Manifestação de moradores contra morte de acusado de assalto pela PM ameaçou visita do príncipe Charles ao Cantagalo

Morro protesta e fecha ruas de Ipanema

Sergio Borges/Agência O Globo
Policiais retiram caixa de papelão com fogo de rua de Ipanema


ROSAYNE MACEDO
FREE-LANCE PARA A FOLHA

O protesto contra a morte de um morador pela Polícia Militar na noite de domingo por pouco não provocou o cancelamento da visita do príncipe Charles, ontem à noite, ao morro do Cantagalo (Copacabana, zona sul).
A visita só foi mantida após o cônsul-geral do Reino Unido, Geoffrey Cowling, ter se reunido ontem de manhã, na favela, com lideranças comunitárias e com o comando do Gpae (Grupamento de Policiamento em Áreas Especiais), responsável pela segurança no complexo Cantagalo-Pavão-Pavãozinho. Cowling considerou que a segurança do príncipe não seria afetada e manteve a visita.
Por volta das 22h de domingo, cerca de 30 pessoas fecharam o trânsito na esquina das ruas Teixeira de Melo e Barão da Torre, em Ipanema (zona sul), num dos acessos ao morro. Atearam fogo a caixas de papelão e jogaram pedras nos carros.
Pouco antes, Vítor Hugo da Silva (idade desconhecida) foi morto próximo ao local, ao tentar fugir de policiais do 23º Batalhão. Com ele, segundo a PM, foram apreendidos um revólver 38 e uma réplica de pistola.

"Pelas costas"
Para o presidente da associação de moradores do complexo, Sebastião Teodoro, o revólver foi "plantado" pelos policiais para incriminar Vítor Hugo, acusado pela PM de praticar assaltos na área.
Segundo Teodoro, supostas testemunhas disseram que não houve troca de tiros e que o rapaz foi baleado pelas costas. "Ele estava com uma arma de brinquedo e acabou levando um tiro na nuca", afirmou Teodoro, que admitiu que Silva poderia estar participando de assaltos na zona sul.
Desde que o Gpae se instalou no complexo, há um ano e cinco meses, não era registrado um homicídio de morador na área.
O grupo da PM, considerado modelo pela Secretaria da Segurança, foi criado após a morte de cinco pessoas no local, numa ação policial em maio de 2000. Na época, moradores protestaram, também interrompendo o trânsito de trechos de Ipanema.

Processo
A associação de moradores anunciou que dará apoio jurídico à família de Vítor Hugo para processar o Estado.

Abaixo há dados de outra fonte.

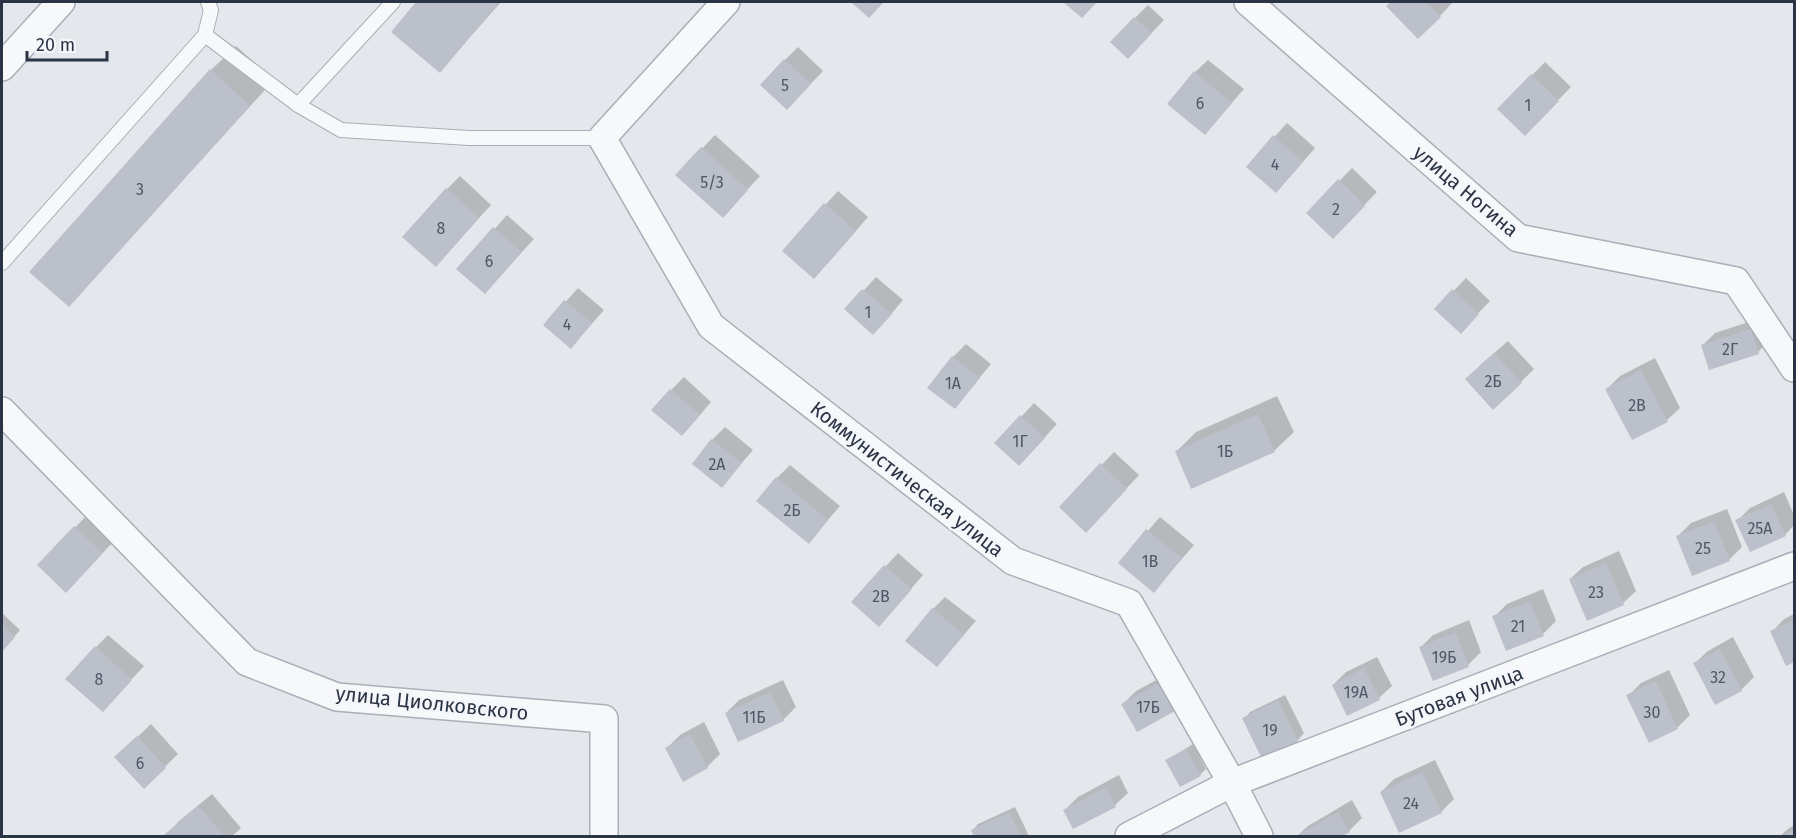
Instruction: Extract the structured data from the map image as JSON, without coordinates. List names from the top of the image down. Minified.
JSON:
{"streets":{"street":["улица Ногина","Коммунистическая улица","Бутовая улица","улица Циолковского"]},"crossings":[["Коммунистическая улица","Бутовая улица"]],"house_numbers":["5","6","1","4","5/3","3","2","8","6","1","4","2Г","2Б","1А","2В","1Г","1Б","2А","2Б","25А","25","1В","23","2В","21","19Б","32","8","19А","17Б","30","11Б","19","6","24"],"scale_bar":"20 m"}
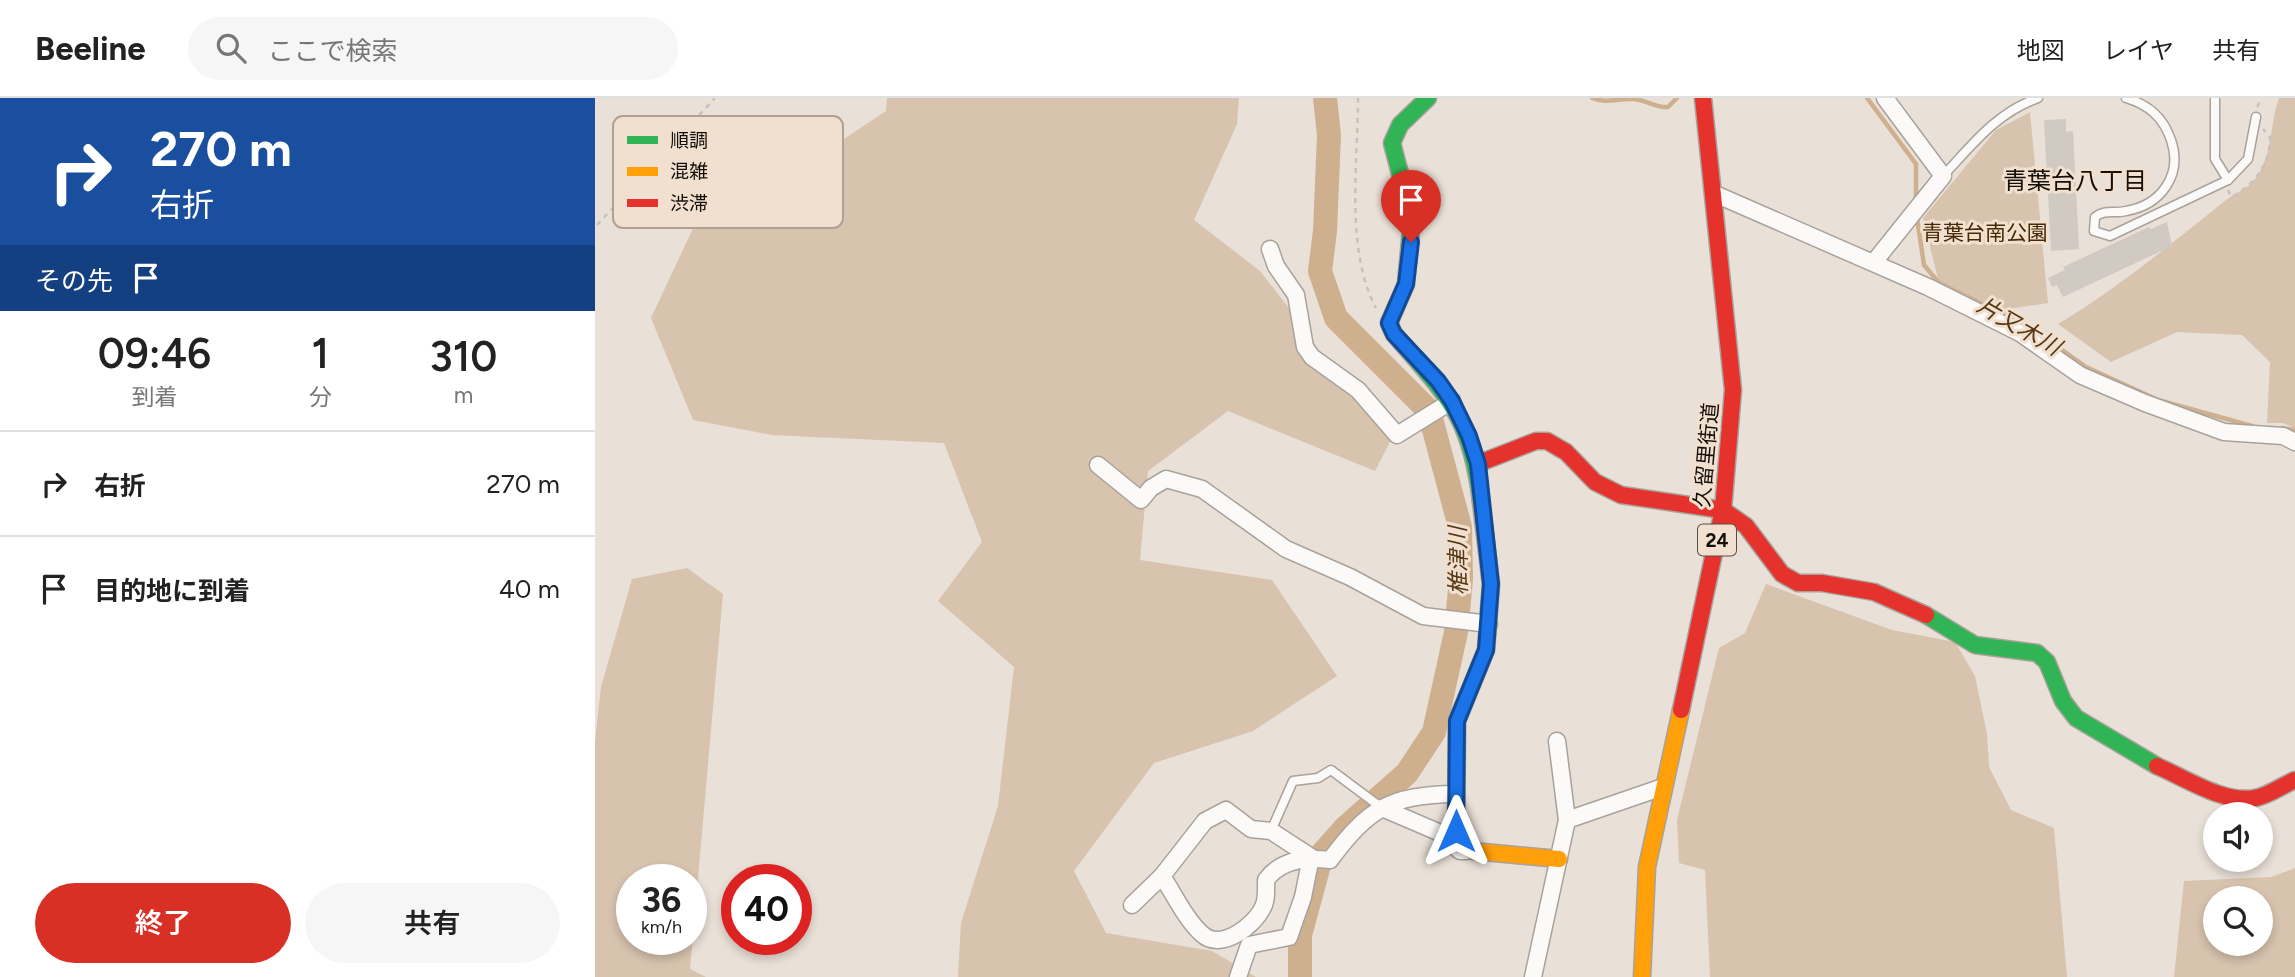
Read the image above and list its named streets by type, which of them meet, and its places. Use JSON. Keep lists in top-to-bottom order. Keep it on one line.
{"streets":{"street":["久留里街道","24"]},"districts":["青葉台八丁目"],"water":["片又木川","椎津川"],"parks":["青葉台南公園"],"legend":["順調","混雑","渋滞"],"page":{"header":"Beeline","search":"ここで検索","nav":["地図","レイヤ","共有"],"turn":["270 m","右折"],"then":"その先","eta":["09:46","到着","1","分","310","m"],"list":[{"name":"右折","value":"270 m"},{"name":"目的地に到着","value":"40 m"}],"speed":"36 km/h","limit":"40","buttons":["終了","共有"]}}
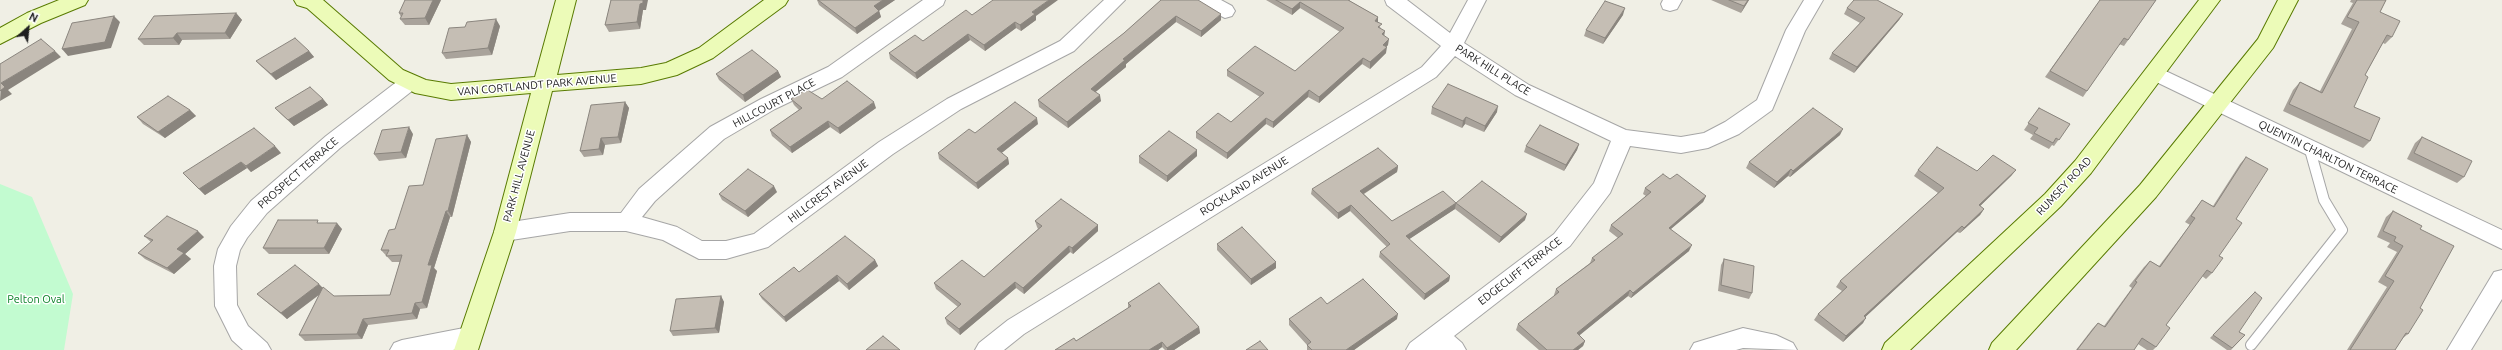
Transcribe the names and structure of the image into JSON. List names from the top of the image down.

O caso foi registrado na 14ª DP, que ouviu os dois PMs que participaram da ação. O batalhão também abriu procedimento administrativo para investigar a atuação da dupla.
O subcomandante do 23º BPM, major Luciano Maia, disse que Vítor Hugo foi preso na semana passada, acusado de roubo de bicicleta. Segundo ele, na noite de domingo, um casal procurou a cabine da PM no bairro para denunciar que um grupo de assaltantes estava atacando motoristas perto do acesso ao Cantagalo.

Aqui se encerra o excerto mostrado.